4 Biggest Half-Marathon Training Mistakes and How to Avoid Them

Training to run 13.1 miles is a challenge, particularly if you haven't tackled the distance before.

The same routines and strategies that may have worked for your 5K or 10K just don't apply when training for a half marathon.

So how do you avoid the most common half-marathon training mistakes—running too fast, too soon; not enough recovery days, etc.—and ensure you run and feel your best on race day?

We asked masters runner and coach Art Ives for his strategies to avoid the most common half-marathon training blunders, and show you how to apply them to your own training.

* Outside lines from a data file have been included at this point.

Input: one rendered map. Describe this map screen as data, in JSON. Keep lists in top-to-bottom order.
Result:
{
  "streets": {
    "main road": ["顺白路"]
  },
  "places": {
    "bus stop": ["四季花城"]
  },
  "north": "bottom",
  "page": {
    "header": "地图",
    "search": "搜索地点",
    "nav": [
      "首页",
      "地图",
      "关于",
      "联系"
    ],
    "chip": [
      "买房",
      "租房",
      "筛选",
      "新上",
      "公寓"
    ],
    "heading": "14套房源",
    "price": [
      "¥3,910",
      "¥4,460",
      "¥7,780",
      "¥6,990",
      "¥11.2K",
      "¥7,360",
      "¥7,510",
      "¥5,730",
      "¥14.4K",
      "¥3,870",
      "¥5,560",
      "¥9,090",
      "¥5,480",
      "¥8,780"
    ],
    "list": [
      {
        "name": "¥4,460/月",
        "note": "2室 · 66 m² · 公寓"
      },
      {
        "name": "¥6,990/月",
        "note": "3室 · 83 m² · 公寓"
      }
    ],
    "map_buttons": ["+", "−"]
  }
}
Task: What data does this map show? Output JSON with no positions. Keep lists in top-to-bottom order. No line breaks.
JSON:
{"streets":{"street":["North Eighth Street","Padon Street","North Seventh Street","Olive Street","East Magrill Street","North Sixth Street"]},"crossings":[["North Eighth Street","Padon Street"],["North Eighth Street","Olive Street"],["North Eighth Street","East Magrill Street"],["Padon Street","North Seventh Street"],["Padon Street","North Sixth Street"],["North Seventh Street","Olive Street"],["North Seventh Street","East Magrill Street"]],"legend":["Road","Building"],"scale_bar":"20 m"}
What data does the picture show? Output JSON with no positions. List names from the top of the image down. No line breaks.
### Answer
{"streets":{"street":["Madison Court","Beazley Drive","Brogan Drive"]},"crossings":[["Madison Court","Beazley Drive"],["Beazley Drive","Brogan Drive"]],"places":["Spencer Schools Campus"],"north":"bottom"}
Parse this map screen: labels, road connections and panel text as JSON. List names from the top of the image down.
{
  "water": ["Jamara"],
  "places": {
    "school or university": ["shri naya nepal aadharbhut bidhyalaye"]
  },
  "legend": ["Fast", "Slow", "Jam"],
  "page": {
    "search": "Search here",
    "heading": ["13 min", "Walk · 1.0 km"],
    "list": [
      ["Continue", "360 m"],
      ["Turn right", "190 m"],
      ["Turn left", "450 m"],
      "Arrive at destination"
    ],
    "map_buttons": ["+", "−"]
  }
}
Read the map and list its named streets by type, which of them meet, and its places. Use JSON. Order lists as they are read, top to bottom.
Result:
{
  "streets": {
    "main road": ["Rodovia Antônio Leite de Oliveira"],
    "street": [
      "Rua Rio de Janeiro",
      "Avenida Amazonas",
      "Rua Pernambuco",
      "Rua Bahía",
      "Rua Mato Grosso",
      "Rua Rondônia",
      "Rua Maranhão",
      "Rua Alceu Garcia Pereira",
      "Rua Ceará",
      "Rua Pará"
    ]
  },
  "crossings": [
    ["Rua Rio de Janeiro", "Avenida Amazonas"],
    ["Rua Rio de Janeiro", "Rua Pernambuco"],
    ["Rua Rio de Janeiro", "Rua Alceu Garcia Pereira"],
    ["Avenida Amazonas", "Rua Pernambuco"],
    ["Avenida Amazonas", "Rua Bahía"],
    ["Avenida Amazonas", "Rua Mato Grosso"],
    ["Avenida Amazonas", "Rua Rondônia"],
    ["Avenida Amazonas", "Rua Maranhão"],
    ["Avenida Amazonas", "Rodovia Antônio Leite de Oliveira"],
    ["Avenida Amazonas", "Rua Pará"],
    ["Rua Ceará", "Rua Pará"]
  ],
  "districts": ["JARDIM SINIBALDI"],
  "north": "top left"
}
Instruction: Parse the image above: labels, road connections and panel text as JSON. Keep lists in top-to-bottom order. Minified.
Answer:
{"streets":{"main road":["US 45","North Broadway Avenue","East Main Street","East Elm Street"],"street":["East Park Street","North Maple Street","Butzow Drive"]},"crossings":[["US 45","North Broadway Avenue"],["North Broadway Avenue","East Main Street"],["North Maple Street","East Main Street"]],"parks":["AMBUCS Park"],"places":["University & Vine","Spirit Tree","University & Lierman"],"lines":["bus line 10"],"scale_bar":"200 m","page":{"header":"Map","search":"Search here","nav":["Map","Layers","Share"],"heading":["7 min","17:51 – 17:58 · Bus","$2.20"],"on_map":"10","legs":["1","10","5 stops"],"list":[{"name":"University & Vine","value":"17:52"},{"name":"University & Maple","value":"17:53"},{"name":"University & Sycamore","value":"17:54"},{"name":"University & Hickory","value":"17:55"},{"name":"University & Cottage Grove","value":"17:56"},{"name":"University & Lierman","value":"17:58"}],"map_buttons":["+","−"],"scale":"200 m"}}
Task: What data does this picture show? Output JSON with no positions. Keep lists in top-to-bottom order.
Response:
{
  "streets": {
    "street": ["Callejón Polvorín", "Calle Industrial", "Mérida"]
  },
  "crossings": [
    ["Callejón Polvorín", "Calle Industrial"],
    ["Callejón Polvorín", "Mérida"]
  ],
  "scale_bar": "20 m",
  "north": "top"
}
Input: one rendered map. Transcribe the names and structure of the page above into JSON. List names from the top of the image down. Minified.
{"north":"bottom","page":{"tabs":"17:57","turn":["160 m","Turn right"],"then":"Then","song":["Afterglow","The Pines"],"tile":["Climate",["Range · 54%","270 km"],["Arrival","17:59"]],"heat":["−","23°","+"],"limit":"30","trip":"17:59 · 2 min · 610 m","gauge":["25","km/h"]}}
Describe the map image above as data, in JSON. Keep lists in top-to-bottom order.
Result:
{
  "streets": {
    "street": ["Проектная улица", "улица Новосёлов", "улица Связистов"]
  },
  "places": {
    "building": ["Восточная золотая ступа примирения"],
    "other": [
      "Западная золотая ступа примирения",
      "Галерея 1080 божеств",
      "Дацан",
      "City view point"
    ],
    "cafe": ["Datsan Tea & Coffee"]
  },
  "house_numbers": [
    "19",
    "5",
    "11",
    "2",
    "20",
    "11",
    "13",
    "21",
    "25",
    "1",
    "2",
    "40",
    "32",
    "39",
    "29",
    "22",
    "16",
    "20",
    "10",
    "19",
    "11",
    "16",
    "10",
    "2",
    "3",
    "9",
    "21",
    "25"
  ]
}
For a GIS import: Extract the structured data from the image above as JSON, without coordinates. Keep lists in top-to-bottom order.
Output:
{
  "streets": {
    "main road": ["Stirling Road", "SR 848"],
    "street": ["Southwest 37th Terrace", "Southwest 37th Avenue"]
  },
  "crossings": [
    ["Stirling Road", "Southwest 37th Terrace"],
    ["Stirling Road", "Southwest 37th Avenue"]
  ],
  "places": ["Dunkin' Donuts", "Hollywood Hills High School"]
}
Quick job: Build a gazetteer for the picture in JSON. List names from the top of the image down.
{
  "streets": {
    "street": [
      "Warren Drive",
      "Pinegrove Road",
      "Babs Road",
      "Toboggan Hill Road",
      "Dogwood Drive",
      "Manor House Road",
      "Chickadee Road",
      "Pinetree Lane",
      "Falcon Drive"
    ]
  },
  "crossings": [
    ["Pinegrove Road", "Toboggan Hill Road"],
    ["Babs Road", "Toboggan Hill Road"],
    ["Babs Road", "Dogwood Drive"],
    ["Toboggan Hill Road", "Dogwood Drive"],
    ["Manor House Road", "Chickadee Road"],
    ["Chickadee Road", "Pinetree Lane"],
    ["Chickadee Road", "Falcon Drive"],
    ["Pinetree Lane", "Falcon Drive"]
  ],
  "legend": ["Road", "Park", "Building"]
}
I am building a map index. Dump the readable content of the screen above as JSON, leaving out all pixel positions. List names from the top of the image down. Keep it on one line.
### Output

More: 13.1 Reasons to Run a Half Marathon

Mistake No. 1: Lack of a Race Pace

In a distance race, the right race pace is often the difference between a personal record and serious injury. According to Ives, runners who try to go out too fast will often not be able to finish the race.

"I've seen runners spend all of their half marathon energy in the first mile or two," Ives said.

On the other hand, if a runner takes it too slow? "He will finish the race far from his potential," Ives said.

So what do you do? Ives believes the key is learning to pace yourself long before race day.

Ives recommends incorporating longer weekly tempo runs that are completed with an effort that's within 30 seconds of your desired race pace.

Mistake No. 2: Too Many Miles, Too Quickly

A long run puts a lot of stress on the body. If mileage is increased too quickly, or if the body is not allowed to recover adequately between runs, it will not have enough time to adapt, and injuries can occur.

"Mileage training should be consistent," Ives said. "Build a foundation of low and moderate mileage runs before adding longer distances to your training program."

A good rule of thumb is to follow the 10 percent rule: Never increase weekly mileage by more than 10 percent each week.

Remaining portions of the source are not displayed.